In Daouk’s living room, a chaise longue flanks a door to a terrace that overlooks the Mediterranean Sea.
Photo: Simon Watson

Classic Beirut sites were on the AD Access itinerary, of course, including a guided tour of the National Museum of Beirut (a 1937 neo-Egyptian masterwork codesigned by one of Nahas’s uncles) with its important array of regional antiquities to the Nicolas Ibrahim Sursock Museum, an extravagant 1912 mansion turned art trove packed with an eye-opening collection of modern and contemporary Lebanese art that we explored after sipping some celebratory Champagne in the courtyard. We sampled award-winning wines at Batroun’s celebrated IXSIR vineyards, took an afternoon cruise to Beirut from the Roman ruins at Byblos, and had meetings with leading artisans and designers such as Maria Hibri and Hoda Baroudi, the founders of Bokja, a tastemaking atelier that applies custom and sometimes provocative embroidered fabrics onto antique and vintage furniture. Charitable organizations were part of the package, too, such as INAASH, an admired nonprofit organization that for 50 years has provided Palestinian refugee women with employment opportunities, namely making embroidered fashion, accessories, and objects for the home that keep Palestinian needlework traditions alive while also providing income to support them and their families.

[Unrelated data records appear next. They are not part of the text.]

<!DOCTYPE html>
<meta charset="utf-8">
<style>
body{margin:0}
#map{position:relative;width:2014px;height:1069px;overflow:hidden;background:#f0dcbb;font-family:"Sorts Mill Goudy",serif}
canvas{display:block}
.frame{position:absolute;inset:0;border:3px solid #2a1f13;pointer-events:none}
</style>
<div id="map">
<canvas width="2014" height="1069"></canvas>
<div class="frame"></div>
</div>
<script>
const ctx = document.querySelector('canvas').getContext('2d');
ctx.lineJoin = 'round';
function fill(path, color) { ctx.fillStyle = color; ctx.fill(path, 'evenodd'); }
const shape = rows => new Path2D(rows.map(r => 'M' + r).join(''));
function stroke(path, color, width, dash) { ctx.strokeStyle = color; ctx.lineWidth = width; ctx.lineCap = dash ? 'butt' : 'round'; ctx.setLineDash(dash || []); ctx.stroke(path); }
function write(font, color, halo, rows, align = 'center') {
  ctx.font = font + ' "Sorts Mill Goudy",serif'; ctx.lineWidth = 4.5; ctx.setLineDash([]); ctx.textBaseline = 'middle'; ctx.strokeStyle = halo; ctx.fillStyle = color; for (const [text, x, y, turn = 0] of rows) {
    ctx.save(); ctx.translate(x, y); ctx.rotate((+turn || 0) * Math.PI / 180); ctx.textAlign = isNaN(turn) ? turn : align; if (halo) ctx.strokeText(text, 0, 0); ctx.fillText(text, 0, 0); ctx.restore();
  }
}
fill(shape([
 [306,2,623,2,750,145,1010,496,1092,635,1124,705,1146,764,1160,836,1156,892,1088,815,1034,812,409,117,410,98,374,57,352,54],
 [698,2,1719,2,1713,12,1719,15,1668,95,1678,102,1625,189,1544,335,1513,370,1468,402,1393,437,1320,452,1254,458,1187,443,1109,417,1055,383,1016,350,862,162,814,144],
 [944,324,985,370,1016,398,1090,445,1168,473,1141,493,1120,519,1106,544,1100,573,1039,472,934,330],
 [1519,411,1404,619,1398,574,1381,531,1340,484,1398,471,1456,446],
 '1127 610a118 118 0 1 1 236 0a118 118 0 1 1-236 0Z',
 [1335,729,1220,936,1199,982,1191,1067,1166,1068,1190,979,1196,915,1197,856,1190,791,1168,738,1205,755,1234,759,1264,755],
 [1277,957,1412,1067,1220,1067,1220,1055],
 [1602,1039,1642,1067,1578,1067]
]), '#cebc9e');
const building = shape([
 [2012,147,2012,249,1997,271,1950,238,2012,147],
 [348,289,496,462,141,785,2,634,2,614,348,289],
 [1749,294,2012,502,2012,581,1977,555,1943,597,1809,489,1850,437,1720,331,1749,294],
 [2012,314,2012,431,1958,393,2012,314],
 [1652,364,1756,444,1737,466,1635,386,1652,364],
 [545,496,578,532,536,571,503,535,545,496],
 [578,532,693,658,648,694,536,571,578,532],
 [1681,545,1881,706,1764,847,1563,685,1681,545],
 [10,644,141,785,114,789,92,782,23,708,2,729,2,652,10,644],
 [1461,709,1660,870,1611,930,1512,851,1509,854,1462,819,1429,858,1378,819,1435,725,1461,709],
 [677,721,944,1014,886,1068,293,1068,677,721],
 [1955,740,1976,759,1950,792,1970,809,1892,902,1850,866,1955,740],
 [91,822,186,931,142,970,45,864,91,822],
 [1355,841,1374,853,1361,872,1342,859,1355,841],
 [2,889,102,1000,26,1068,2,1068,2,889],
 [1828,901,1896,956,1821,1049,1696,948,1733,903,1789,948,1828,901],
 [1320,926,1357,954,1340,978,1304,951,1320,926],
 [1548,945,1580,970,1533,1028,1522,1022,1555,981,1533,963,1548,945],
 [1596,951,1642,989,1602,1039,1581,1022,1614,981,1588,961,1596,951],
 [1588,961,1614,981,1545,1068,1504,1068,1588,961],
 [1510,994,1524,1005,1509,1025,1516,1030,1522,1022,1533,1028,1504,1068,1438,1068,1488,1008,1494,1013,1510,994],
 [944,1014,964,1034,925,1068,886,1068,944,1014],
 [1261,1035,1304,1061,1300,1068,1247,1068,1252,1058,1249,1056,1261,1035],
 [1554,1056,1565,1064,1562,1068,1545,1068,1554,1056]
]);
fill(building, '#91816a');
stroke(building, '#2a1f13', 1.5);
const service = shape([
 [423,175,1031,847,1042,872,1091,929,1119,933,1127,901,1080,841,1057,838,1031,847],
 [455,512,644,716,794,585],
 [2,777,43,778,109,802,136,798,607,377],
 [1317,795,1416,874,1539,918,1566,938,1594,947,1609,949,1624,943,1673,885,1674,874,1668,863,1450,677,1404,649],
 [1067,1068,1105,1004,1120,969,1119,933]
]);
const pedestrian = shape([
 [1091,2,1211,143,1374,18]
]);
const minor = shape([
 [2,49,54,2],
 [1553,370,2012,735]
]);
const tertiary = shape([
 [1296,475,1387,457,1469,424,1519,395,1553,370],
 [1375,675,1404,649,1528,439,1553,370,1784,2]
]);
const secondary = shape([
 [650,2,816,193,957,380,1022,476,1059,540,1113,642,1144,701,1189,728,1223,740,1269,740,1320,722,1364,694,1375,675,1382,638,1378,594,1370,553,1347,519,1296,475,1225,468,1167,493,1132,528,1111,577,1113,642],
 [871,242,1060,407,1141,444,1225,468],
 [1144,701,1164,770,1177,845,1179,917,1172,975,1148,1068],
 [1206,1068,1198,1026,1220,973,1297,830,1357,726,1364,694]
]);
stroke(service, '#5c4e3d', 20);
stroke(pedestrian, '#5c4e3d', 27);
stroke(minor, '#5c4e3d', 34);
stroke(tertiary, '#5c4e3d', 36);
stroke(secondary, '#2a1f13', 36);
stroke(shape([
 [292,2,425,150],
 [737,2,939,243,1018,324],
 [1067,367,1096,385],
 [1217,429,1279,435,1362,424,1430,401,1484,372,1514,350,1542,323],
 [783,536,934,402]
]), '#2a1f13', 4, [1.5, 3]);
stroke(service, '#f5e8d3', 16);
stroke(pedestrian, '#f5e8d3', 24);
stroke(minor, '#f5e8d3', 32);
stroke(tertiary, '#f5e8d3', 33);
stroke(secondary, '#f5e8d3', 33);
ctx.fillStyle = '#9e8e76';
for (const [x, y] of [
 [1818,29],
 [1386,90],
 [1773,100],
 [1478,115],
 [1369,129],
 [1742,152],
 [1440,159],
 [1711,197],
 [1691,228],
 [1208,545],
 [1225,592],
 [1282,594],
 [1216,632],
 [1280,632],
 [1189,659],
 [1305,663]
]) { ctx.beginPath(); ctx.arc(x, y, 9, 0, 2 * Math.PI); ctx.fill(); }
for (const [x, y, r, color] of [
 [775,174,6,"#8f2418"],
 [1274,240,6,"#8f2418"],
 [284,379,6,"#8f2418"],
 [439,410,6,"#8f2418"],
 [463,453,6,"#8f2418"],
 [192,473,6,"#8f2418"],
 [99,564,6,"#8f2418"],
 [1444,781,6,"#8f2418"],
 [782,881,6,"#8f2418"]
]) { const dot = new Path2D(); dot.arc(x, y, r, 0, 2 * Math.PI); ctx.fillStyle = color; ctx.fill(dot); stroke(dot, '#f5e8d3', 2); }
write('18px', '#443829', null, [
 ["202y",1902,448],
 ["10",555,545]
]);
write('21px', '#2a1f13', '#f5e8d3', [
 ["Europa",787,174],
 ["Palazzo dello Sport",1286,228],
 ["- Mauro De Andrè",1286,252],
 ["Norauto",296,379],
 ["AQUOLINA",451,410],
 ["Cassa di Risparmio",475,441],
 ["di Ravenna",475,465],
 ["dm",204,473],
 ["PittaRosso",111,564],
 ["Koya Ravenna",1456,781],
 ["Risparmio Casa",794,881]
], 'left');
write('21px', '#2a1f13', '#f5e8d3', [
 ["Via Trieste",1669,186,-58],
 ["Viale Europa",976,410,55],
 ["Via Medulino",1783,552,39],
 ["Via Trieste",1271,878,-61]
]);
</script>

Beautiful homes as well as bracing experiences are integral parts of the AD Access itinerary-building process, which couldn’t happen without the magazine’s unique worldwide network of design professionals and cultural leaders. Their enthusiastic embrace of the AD and Indagare partnership, which launched last year, leads us to unexpected sites they want our guests to see and deeply informed people they want us to spend time with. AD Access journeys are more than just four-star travel; each one is a week of inspiration, information, and, best of all, immersion.